● **Provided data**:
■ ■ ■ ■ ■
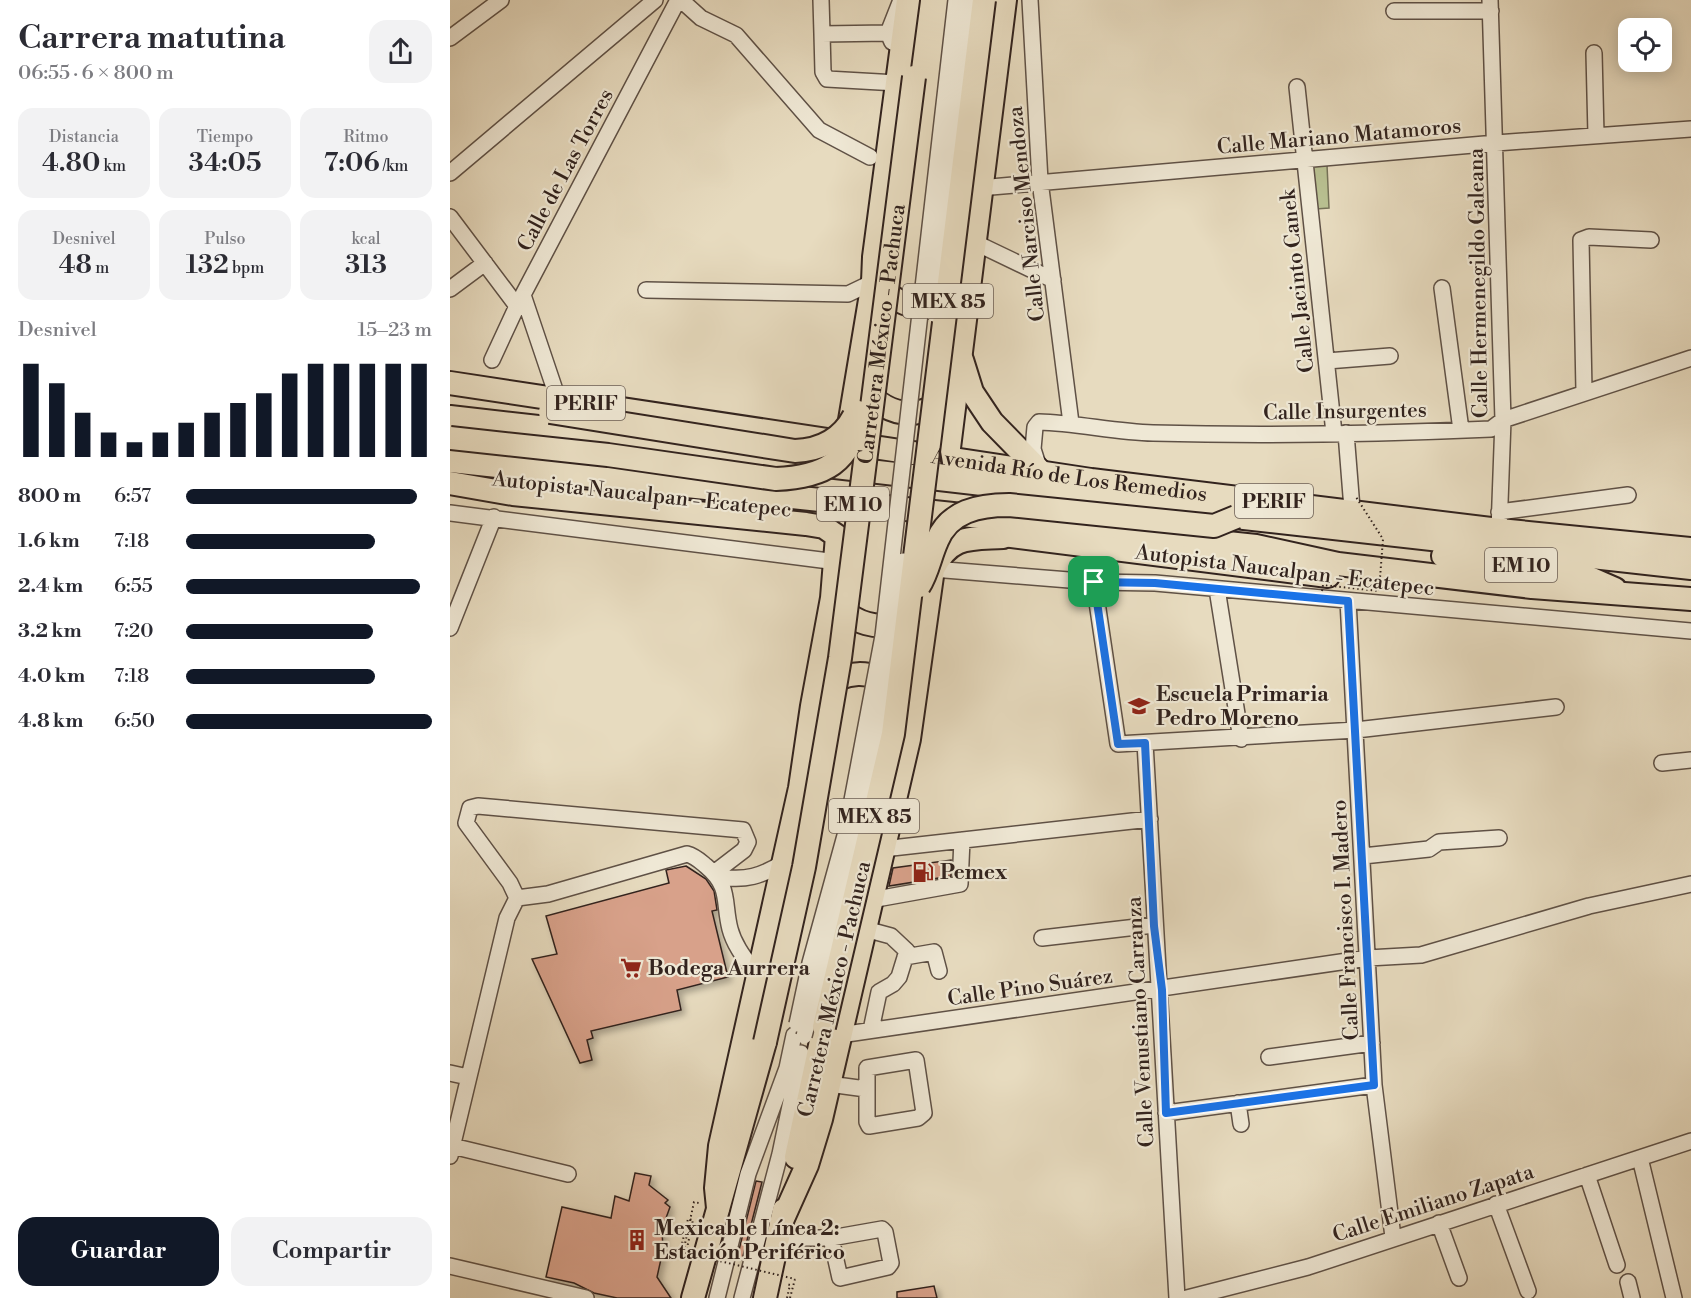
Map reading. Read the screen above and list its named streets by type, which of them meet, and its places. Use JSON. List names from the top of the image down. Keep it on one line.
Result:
{"streets":{"highway":["MEX 85","Carretera México - Pachuca","PERIF","Avenida Río de Los Remedios","Autopista Naucalpan - Ecatepec","EM 10"],"street":["Calle Mariano Matamoros","Calle de Las Torres","Calle Narciso Mendoza","Calle Jacinto Canek","Calle Hermenegildo Galeana","Calle Insurgentes","Calle Francisco I. Madero","Calle Pino Suárez","Calle Venustiano Carranza","Calle Emiliano Zapata"]},"crossings":[["Calle Mariano Matamoros","Calle Narciso Mendoza"],["Calle Mariano Matamoros","Calle Jacinto Canek"],["Calle Mariano Matamoros","Calle Hermenegildo Galeana"],["Calle Narciso Mendoza","Calle Insurgentes"],["Calle Jacinto Canek","Calle Insurgentes"],["Calle Jacinto Canek","Avenida Río de Los Remedios"],["Calle Hermenegildo Galeana","Calle Insurgentes"],["Calle Hermenegildo Galeana","Avenida Río de Los Remedios"],["Calle Insurgentes","Avenida Río de Los Remedios"],["Calle Francisco I. Madero","Calle Pino Suárez"],["Calle Francisco I. Madero","Calle Emiliano Zapata"],["Calle Pino Suárez","Calle Venustiano Carranza"]],"places":{"school or university":["Escuela Primaria Pedro Moreno"],"fuel station":["Pemex"],"supermarket":["Bodega Aurrera"],"building":["Mexicable Línea 2: Estación Periférico"]},"page":{"heading":["Carrera matutina","06:55 · 6 × 800 m"],"stats":[["Distancia","4.80 km"],["Tiempo","34:05"],["Ritmo","7:06 /km"],["Desnivel","48 m"],["Pulso","132 bpm"],["kcal","313"]],"chart":["Desnivel","15–23 m"],"list":[{"name":"800 m","note":"6:57"},{"name":"1.6 km","note":"7:18"},{"name":"2.4 km","note":"6:55"},{"name":"3.2 km","note":"7:20"},{"name":"4.0 km","note":"7:18"},{"name":"4.8 km","note":"6:50"}],"buttons":["Guardar","Compartir"]}}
■ ■ ■ ■ ■
● **What needs to be done**:
Return the listing above in full and unaltered. Keep the pictures out.

● **Solution for this task**:
Map reading. Read the screen above and list its named streets by type, which of them meet, and its places. Use JSON. List names from the top of the image down. Keep it on one line.
Result:
{"streets":{"highway":["MEX 85","Carretera México - Pachuca","PERIF","Avenida Río de Los Remedios","Autopista Naucalpan - Ecatepec","EM 10"],"street":["Calle Mariano Matamoros","Calle de Las Torres","Calle Narciso Mendoza","Calle Jacinto Canek","Calle Hermenegildo Galeana","Calle Insurgentes","Calle Francisco I. Madero","Calle Pino Suárez","Calle Venustiano Carranza","Calle Emiliano Zapata"]},"crossings":[["Calle Mariano Matamoros","Calle Narciso Mendoza"],["Calle Mariano Matamoros","Calle Jacinto Canek"],["Calle Mariano Matamoros","Calle Hermenegildo Galeana"],["Calle Narciso Mendoza","Calle Insurgentes"],["Calle Jacinto Canek","Calle Insurgentes"],["Calle Jacinto Canek","Avenida Río de Los Remedios"],["Calle Hermenegildo Galeana","Calle Insurgentes"],["Calle Hermenegildo Galeana","Avenida Río de Los Remedios"],["Calle Insurgentes","Avenida Río de Los Remedios"],["Calle Francisco I. Madero","Calle Pino Suárez"],["Calle Francisco I. Madero","Calle Emiliano Zapata"],["Calle Pino Suárez","Calle Venustiano Carranza"]],"places":{"school or university":["Escuela Primaria Pedro Moreno"],"fuel station":["Pemex"],"supermarket":["Bodega Aurrera"],"building":["Mexicable Línea 2: Estación Periférico"]},"page":{"heading":["Carrera matutina","06:55 · 6 × 800 m"],"stats":[["Distancia","4.80 km"],["Tiempo","34:05"],["Ritmo","7:06 /km"],["Desnivel","48 m"],["Pulso","132 bpm"],["kcal","313"]],"chart":["Desnivel","15–23 m"],"list":[{"name":"800 m","note":"6:57"},{"name":"1.6 km","note":"7:18"},{"name":"2.4 km","note":"6:55"},{"name":"3.2 km","note":"7:20"},{"name":"4.0 km","note":"7:18"},{"name":"4.8 km","note":"6:50"}],"buttons":["Guardar","Compartir"]}}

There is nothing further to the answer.